### --------------------------------------------------------------------------------------###
### Winter Term 2019/2020                                                                 ###
### NMSA407 - Linear Regression                                                           ###
###                                                                                       ###
### EXERCISE #6  Additivity and partial effects of covariates                             ###
###              (Simple linear regression models with interactions)                      ###
###                                                                                       ###
### --------------------------------------------------------------------------------------###


# In K4/K10/K11 you might not be able to load the package 'mffSM' because of a low 
# version of R software (< 3.2.0). In this case tyou can run R software from the 
# network disc L, where the version 3.2.2. is installed. The path is
#  L:\Statistika\R\bin\x64\Rgui.exe .                                              


### ======================
### Working directory
### ======================
setwd("H:/nmsa407_LinRegr/")

library("mffSM")


### ============================
### Data we will be working on
### ============================
data(Dris, package = "mffSM")
# help("Dris")

head(Dris)
summary(Dris)

### =======================================================
### As in one of the previous exercise classes we will be 
### interested in the dependence of yield on the amount of 
### magnesium yield ~ Mg but now we include also other 
### measurements to improve our model. 
### =======================================================

### Add transformations of Mg, Ca, N to the dataset 
Dris <- transform(Dris, lMg = log2(Mg), lMg2 = (log2(Mg))^2, lCa = log2(Ca), 
                  lCa2 = (log2(Ca))^2, lN = log2(N), lN2=(log2(N))^2)


### First, start with adding Ca in the form of log2(Ca)

### Let start with a simple additive model 
summary(m1_addit <- lm(yield ~ lMg + lCa, data = Dris))

### QUESTIONS:
### Interpret the estimated regression coefficients. 
### What is being tested on the rows started with 'lMg' and 'lCa'?
### Interpret the test on the last line of the output started with 'F-statistic'.

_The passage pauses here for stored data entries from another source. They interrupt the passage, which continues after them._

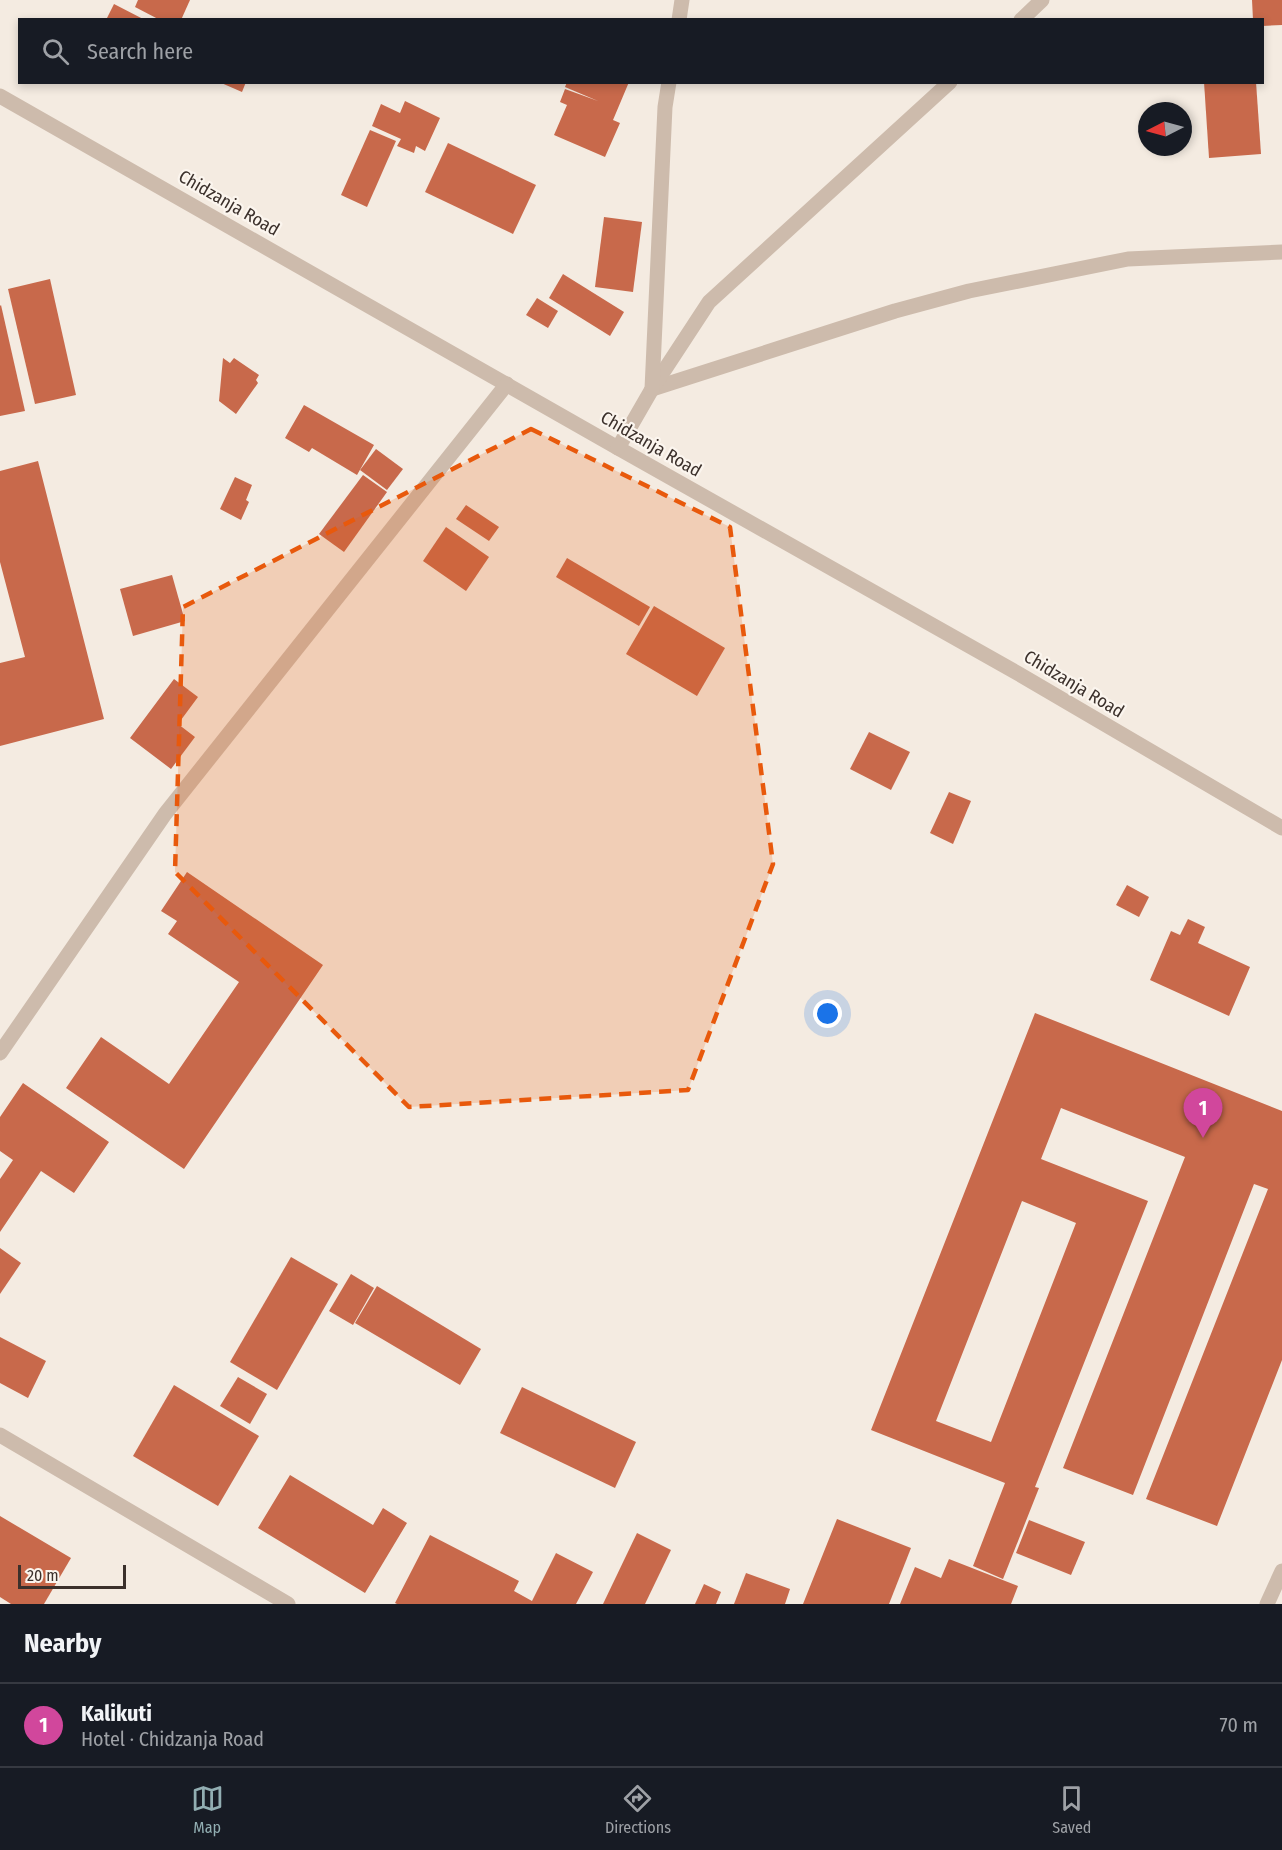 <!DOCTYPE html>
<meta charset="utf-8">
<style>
:root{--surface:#171b24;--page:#20242c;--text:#f1f3f6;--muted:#9ea1a6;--line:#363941;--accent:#92aeb2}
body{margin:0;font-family:"Fira Sans Condensed",sans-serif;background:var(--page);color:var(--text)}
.compass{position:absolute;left:1138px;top:102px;width:54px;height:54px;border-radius:50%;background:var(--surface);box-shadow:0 3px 9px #0003;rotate:264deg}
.scale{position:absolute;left:18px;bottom:15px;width:108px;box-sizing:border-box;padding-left:6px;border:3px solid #3b302b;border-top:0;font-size:16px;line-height:21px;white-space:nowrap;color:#3b302b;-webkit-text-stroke:4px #fbf5ee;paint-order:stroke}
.you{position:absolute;left:828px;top:1014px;width:21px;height:21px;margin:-15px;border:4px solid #fff;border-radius:50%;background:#1a73e8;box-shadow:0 0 0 9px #1a73e833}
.badge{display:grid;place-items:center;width:39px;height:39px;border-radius:50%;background:var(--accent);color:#fff;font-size:20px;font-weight:700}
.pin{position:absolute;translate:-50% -50px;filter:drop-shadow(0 2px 3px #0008)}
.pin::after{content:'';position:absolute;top:32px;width:21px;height:18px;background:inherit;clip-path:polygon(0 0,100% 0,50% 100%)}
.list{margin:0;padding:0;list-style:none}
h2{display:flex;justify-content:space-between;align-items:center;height:78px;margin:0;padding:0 24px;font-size:26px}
h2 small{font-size:20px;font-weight:400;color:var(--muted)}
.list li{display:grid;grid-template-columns:39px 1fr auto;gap:18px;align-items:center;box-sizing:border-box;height:84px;padding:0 24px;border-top:2px solid var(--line)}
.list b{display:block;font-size:22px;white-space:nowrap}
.list p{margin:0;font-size:20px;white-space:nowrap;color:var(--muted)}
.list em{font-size:20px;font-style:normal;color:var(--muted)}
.icon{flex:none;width:33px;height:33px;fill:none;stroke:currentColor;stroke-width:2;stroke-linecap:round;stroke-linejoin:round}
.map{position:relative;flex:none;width:1282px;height:1604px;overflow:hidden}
.search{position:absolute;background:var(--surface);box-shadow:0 3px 9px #0003;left:18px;right:18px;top:18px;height:66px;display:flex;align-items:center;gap:15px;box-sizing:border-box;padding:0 21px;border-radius:0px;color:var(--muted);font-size:22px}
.sheet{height:162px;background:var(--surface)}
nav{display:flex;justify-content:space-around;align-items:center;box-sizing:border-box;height:84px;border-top:2px solid var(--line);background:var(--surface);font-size:16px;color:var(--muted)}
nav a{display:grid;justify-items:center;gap:3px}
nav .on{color:var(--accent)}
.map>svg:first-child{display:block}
.building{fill:#c8694b;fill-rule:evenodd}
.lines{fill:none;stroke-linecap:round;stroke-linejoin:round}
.minor{stroke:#cdbbac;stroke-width:15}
.marked{fill:#e8590c;fill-opacity:0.2;stroke:#e8590c;stroke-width:4.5;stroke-dasharray:12 8;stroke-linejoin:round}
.labels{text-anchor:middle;stroke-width:4.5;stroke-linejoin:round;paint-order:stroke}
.street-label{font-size:18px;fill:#3b302b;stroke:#fbf5ee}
</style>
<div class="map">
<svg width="1282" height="1604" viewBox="0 0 1282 1604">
<rect width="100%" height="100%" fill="#f4ebe1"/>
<g class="building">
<path d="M 138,0 L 190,0 L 181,20 L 160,20 L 135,7 Z"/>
<path d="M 1252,0 L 1282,0 L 1282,25 L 1262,26 L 1262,20 L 1253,20 Z"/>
<path d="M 114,4 L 145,20 L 106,20 Z"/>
<path d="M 219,82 L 246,82 L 242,92 Z"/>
<path d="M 567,82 L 629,82 L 613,120 L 620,123 L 605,157 L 554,135 L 567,105 L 560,102 L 565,89 L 598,101 L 565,87 Z"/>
<path d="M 1204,82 L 1256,82 L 1261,154 L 1209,158 Z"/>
<path d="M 405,101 L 440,118 L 425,151 L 416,146 L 414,153 L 397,146 L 401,139 L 372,126 L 381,104 L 400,113 Z"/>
<path d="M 370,130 L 396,141 L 367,207 L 341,195 Z"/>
<path d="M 448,143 L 536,185 L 513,234 L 425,192 Z"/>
<path d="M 604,217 L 642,222 L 633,292 L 595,287 Z"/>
<path d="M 563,274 L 624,312 L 610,336 L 549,298 Z"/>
<path d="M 50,279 L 76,395 L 35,404 L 8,289 Z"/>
<path d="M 537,298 L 558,311 L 548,328 L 526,315 Z"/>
<path d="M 1,305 L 25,411 L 0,416 L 0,306 Z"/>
<path d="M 223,358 L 230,363 L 234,358 L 259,375 L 256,380 L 258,383 L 236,414 L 219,401 Z"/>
<path d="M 304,405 L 374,445 L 357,475 L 312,448 L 309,452 L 285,438 Z"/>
<path d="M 376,449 L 403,469 L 387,490 L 360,470 Z"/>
<path d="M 38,461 L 104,719 L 0,746 L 0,663 L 25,657 L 0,562 L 0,471 Z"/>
<path d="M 363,475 L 387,492 L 344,552 L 319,534 Z"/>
<path d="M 235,477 L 252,485 L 246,500 L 249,502 L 241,520 L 220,509 Z"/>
<path d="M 466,505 L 499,527 L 489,541 L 456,519 Z"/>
<path d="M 446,527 L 489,557 L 466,591 L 423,561 Z"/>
<path d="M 567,558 L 650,607 L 639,626 L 556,577 Z"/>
<path d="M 172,575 L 185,621 L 133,636 L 120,589 Z"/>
<path d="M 654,606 L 725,648 L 697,696 L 626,654 Z"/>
<path d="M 174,679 L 198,697 L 178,724 L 195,737 L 171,769 L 130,738 Z"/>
<path d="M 869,732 L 910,752 L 891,790 L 850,769 Z"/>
<path d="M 949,792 L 971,801 L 953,844 L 930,833 Z"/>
<path d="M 187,872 L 323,965 L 184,1169 L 66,1088 L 101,1037 L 169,1084 L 239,982 L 168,934 L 177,921 L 161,911 Z"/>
<path d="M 1127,885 L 1149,897 L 1139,917 L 1116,905 Z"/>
<path d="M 1188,919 L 1205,927 L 1198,943 L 1250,967 L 1229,1016 L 1150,980 L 1171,931 L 1180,935 Z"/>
<path d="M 1035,1013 L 1282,1111 L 1282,1360 L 1217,1526 L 1146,1499 L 1268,1189 L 1254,1184 L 1133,1495 L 1063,1468 L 1185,1157 L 1061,1108 L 1041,1159 L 1148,1201 L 1035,1487 L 1039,1488 L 1003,1579 L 973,1566 L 1005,1483 L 871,1430 ZM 1022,1201 L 1076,1223 L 991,1442 L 936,1421 Z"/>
<path d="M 23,1083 L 109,1142 L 74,1193 L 41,1171 L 0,1232 L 0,1179 L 13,1160 L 0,1151 L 0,1117 Z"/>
<path d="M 0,1248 L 21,1263 L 0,1294 Z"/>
<path d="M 291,1257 L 338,1284 L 277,1390 L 230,1362 Z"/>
<path d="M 351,1274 L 374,1288 L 353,1325 L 329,1311 Z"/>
<path d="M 377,1286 L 481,1349 L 460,1385 L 355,1323 Z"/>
<path d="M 0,1337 L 46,1361 L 28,1398 L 0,1383 Z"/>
<path d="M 238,1377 L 267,1394 L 250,1424 L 220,1406 Z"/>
<path d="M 174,1385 L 259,1436 L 218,1506 L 133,1456 Z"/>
<path d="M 522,1387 L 636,1442 L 615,1488 L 500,1433 Z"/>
<path d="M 290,1475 L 373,1525 L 383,1508 L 407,1523 L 365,1593 L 258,1528 Z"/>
<path d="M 0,1516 L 71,1558 L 44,1604 L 11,1604 L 0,1597 Z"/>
<path d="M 837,1519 L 911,1548 L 889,1604 L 803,1604 Z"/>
<path d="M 1029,1520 L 1085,1542 L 1071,1575 L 1016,1553 Z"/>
<path d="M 637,1533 L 671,1550 L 645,1604 L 603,1604 Z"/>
<path d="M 430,1535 L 519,1581 L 514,1591 L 532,1601 L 556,1553 L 593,1572 L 576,1604 L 397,1604 L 395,1603 Z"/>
<path d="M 949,1559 L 1018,1586 L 1011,1604 L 900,1604 L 915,1567 L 941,1578 Z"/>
<path d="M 746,1573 L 790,1589 L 785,1604 L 734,1604 Z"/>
<path d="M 704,1584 L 721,1592 L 716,1604 L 695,1604 Z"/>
</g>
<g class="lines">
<g class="minor">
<path d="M 679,20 L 682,0"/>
<path d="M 1021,20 L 1042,0"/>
<path d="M 0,96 L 618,448 L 1019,674 L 1282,828"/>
<path d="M 652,389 L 895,311 L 969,291 L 1128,259 L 1282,252"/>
<path d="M 652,389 L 709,302 L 950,82"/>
<path d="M 618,448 L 652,389 L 665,107 L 669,82"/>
<path d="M 0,1053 L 165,814 L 507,384"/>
<path d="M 0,1435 L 288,1604"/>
<path d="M 1267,1604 L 1282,1571"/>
</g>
</g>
<path class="marked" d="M 531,429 L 730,527 L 773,864 L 688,1090 L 409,1107 L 175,872 L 183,607 Z"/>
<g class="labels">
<g class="street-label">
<text transform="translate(229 203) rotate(30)" y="6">Chidzanja Road</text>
<text transform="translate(651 444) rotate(30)" y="6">Chidzanja Road</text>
<text transform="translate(1074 684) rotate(31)" y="6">Chidzanja Road</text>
</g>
</g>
</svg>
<svg class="compass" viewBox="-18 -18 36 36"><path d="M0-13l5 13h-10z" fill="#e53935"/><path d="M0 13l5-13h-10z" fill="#9ea1a6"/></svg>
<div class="scale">20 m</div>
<div class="you"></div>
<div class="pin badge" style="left:1203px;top:1138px;background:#d1479c">1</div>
<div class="search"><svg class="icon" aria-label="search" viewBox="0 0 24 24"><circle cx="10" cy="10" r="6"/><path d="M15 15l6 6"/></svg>Search here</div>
</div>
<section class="sheet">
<h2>Nearby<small></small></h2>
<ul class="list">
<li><span class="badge" style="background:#d1479c">1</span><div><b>Kalikuti</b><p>Hotel · Chidzanja Road</p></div><em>70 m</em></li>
</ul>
</section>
<nav>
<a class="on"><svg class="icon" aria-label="map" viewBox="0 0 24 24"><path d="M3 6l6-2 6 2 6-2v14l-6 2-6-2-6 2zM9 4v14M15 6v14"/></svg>Map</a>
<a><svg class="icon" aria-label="directions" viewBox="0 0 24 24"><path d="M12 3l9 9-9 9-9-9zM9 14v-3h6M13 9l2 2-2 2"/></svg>Directions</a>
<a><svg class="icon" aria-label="saved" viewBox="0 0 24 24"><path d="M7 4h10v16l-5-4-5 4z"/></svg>Saved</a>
</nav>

### Compare the above output with the following model output:
summary(lm(yield ~ lMg, data = Dris))

### QUESTION:
### What is the difference in interpretation of the regression coefficients? 


### Interpret the following models that include also the quadratic term of lMg2.
summary(m20 <- lm(yield ~ lMg + lMg2, data = Dris))
summary(m21 <- lm(yield ~ lMg + lMg2 + lCa, data = Dris)) 
summary(m22 <- lm(yield ~ lMg + lMg2 + lCa + lCa2, data = Dris)) 

### The change of lMg by +log2(1.1) <=> the increase of Mg by 10%
eps <- 0.1;
delta <- log2(1+eps);
lMg.grid <- seq(min(Dris$lMg), max(Dris$lMg)-delta, length = 1000); 
effect.lMg <- function(b1,b2) b1*delta + b2*(2*delta*lMg.grid + delta^2); 

### Plotting the effect of lMg on the yield 
plot(lMg.grid, effect.lMg(coef(m20)['lMg'], coef(m20)['lMg2']), col = "blue", xlab = "log2(Mg)", ylab = "Change of expected yield", main = "The effect of 10%-increase of Mg on the yield", type="l", lwd=2, ylim=range(effect.lMg(coef(m20)['lMg'], coef(m20)['lMg2']), effect.lMg(coef(m21)['lMg'], coef(m21)['lMg2']), effect.lMg(coef(m22)['lMg'], coef(m22)['lMg2'])));
lines(lMg.grid, effect.lMg(coef(m21)['lMg'], coef(m21)['lMg2']), lwd=2, col="red")
lines(lMg.grid, effect.lMg(coef(m22)['lMg'], coef(m22)['lMg2']), lwd=2, col="yellow", lty="dotted") 
abline(h=0, lty="dotted")
legend(3.25, -0.1, col=c("blue", "red", "yellow"), lwd=c(2,2,2), lty=c("solid", "solid", "dotted"), legend=c("m20", "m21", "m22"), cex=1.3)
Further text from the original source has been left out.